── Data for this task ──

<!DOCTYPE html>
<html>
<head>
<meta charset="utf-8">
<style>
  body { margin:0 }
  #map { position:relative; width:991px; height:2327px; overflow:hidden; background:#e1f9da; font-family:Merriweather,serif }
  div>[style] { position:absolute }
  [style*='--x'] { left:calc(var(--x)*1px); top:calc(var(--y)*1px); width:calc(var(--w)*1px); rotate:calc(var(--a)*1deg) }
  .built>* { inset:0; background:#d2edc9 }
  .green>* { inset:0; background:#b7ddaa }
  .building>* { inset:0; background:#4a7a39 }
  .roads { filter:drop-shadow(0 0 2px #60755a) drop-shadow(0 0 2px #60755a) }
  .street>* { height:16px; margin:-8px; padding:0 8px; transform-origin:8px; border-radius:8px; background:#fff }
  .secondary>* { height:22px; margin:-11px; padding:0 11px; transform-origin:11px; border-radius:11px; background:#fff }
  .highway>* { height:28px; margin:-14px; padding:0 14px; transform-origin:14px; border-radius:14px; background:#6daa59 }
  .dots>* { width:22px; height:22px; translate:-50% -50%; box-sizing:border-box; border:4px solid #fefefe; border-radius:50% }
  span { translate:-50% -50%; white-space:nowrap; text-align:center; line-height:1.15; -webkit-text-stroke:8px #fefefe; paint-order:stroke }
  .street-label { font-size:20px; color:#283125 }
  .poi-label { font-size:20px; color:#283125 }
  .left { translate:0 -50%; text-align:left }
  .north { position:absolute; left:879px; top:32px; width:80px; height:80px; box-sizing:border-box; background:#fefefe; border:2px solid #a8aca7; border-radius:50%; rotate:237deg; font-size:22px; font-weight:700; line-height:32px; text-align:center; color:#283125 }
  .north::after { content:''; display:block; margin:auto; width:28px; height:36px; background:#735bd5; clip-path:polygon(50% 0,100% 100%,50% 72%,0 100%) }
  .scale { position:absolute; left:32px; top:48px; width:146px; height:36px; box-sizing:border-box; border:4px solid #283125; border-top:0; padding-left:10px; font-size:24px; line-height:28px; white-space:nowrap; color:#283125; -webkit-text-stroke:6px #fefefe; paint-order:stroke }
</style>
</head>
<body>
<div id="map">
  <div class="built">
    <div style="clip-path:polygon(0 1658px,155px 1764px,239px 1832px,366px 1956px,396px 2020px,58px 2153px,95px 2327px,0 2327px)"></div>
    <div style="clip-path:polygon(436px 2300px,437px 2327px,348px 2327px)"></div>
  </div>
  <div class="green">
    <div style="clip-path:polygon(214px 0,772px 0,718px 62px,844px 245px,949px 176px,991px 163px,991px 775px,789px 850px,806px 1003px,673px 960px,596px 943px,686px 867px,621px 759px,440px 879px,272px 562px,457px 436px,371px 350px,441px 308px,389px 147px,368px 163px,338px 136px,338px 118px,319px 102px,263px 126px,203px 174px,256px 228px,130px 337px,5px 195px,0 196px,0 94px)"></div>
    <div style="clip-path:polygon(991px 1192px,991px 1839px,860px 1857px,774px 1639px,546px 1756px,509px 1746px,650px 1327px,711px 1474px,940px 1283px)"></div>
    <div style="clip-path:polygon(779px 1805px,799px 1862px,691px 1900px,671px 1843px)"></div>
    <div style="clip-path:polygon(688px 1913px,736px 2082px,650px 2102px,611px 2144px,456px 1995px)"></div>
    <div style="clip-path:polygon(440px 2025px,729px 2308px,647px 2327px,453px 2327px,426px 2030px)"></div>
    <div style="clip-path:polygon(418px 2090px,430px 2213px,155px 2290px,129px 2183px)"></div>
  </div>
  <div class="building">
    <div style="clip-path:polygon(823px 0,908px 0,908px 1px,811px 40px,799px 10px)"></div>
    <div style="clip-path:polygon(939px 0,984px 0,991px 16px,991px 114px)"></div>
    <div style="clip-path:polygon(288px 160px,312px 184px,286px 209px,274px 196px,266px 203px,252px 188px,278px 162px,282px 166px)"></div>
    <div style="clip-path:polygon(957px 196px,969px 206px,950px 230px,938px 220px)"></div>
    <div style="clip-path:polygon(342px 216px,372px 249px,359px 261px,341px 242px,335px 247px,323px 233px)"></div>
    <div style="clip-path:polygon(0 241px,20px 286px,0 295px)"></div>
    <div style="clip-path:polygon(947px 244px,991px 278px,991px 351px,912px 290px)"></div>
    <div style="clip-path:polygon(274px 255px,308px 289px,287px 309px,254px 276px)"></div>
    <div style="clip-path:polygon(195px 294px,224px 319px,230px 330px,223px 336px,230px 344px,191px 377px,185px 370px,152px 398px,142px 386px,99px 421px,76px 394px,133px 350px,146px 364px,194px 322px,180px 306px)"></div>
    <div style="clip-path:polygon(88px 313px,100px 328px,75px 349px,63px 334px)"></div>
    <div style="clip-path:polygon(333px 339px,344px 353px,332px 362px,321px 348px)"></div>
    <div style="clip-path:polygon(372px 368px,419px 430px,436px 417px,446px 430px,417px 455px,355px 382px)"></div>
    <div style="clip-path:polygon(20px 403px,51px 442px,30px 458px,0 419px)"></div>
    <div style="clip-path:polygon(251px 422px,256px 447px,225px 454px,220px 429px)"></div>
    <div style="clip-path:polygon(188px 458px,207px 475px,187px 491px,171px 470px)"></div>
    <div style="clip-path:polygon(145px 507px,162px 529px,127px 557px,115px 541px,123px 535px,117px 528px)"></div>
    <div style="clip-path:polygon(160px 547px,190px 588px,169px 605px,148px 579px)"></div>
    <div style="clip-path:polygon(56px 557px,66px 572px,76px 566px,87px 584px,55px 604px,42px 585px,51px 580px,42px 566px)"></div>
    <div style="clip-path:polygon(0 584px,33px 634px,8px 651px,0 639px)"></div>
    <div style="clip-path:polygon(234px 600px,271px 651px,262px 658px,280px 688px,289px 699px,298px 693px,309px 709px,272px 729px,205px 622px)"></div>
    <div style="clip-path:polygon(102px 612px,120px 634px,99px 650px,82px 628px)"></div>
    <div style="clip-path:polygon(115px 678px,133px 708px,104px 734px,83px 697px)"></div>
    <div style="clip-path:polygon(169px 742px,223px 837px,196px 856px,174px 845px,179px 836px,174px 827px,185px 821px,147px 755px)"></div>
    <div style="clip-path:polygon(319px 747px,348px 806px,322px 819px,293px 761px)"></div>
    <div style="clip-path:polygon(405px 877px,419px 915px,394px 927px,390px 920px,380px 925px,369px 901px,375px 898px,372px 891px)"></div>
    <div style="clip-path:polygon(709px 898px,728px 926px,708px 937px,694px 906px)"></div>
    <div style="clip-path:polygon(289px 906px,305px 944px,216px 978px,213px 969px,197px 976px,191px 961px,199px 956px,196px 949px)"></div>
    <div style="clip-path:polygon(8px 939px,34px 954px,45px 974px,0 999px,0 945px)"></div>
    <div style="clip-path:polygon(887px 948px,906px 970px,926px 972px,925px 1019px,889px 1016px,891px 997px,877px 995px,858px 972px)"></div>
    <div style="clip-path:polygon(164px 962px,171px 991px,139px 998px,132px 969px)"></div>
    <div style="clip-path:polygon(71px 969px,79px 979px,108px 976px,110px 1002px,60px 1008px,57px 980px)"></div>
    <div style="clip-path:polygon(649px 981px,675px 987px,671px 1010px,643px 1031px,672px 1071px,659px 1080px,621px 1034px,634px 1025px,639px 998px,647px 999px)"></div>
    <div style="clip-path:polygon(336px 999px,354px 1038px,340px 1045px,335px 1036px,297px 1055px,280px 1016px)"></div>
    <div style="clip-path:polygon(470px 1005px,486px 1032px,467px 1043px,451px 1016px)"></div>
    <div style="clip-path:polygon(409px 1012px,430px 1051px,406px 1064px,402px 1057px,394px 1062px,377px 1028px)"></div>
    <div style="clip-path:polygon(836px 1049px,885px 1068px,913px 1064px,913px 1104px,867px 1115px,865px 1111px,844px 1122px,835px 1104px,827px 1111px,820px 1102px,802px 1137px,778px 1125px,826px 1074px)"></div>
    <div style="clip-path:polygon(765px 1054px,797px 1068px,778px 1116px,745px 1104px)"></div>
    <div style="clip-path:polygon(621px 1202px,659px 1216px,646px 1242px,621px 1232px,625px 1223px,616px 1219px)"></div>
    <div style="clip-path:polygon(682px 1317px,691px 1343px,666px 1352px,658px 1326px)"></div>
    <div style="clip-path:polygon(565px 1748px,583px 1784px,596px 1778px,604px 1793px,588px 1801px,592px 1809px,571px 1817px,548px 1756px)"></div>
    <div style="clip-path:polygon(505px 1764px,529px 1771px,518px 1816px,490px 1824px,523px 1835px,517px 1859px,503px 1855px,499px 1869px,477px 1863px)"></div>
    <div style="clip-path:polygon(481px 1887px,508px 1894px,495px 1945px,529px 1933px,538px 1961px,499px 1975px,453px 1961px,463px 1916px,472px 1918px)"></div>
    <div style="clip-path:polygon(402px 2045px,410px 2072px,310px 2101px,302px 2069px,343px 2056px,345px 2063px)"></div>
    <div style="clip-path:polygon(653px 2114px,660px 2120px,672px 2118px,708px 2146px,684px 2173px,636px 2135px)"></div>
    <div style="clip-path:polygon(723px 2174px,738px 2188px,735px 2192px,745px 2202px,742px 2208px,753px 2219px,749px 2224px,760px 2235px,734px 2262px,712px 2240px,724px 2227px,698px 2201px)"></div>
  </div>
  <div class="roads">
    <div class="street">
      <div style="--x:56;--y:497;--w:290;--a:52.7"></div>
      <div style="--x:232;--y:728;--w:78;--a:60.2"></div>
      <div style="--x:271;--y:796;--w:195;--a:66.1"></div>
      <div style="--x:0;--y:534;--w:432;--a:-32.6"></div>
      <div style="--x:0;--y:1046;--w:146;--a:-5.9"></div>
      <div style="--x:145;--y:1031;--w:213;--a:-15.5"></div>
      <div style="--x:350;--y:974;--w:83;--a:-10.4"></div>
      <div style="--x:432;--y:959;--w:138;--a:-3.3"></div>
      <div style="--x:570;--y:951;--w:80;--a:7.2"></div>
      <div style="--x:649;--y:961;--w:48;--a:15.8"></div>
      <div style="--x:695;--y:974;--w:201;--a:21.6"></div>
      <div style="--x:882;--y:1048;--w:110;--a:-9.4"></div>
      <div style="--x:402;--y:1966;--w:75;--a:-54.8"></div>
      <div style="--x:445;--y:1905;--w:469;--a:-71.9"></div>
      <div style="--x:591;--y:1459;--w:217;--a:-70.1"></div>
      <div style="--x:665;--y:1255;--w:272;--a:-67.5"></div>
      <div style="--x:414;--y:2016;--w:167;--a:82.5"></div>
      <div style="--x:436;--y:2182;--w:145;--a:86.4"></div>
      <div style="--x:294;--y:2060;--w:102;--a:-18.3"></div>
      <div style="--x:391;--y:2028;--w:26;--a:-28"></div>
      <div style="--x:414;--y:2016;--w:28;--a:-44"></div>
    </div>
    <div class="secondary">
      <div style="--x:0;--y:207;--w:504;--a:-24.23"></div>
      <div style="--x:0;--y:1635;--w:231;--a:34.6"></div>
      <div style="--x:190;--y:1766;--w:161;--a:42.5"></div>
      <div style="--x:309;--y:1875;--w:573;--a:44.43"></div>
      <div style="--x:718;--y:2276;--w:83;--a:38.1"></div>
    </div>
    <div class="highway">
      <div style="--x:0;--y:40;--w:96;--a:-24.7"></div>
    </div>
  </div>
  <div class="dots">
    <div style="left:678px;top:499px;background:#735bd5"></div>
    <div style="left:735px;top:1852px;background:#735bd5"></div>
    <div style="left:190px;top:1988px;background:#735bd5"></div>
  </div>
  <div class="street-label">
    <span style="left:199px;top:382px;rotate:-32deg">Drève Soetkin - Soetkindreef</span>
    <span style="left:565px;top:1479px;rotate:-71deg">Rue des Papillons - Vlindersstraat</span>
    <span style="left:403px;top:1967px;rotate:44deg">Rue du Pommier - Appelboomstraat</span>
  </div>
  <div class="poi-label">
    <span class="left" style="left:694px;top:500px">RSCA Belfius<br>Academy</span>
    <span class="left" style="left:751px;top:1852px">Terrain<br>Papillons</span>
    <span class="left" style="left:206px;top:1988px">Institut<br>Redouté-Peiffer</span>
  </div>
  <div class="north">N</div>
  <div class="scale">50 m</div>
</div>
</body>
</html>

───

**What you have to do**
What must be transcribed is the run of lines from the one containing "Soetkin - Soetkindreef</span>" to the last line of the data above, inclusive, and only that.

**Answer section**
    <span style="left:199px;top:382px;rotate:-32deg">Drève Soetkin - Soetkindreef</span>
    <span style="left:565px;top:1479px;rotate:-71deg">Rue des Papillons - Vlindersstraat</span>
    <span style="left:403px;top:1967px;rotate:44deg">Rue du Pommier - Appelboomstraat</span>
  </div>
  <div class="poi-label">
    <span class="left" style="left:694px;top:500px">RSCA Belfius<br>Academy</span>
    <span class="left" style="left:751px;top:1852px">Terrain<br>Papillons</span>
    <span class="left" style="left:206px;top:1988px">Institut<br>Redouté-Peiffer</span>
  </div>
  <div class="north">N</div>
  <div class="scale">50 m</div>
</div>
</body>
</html>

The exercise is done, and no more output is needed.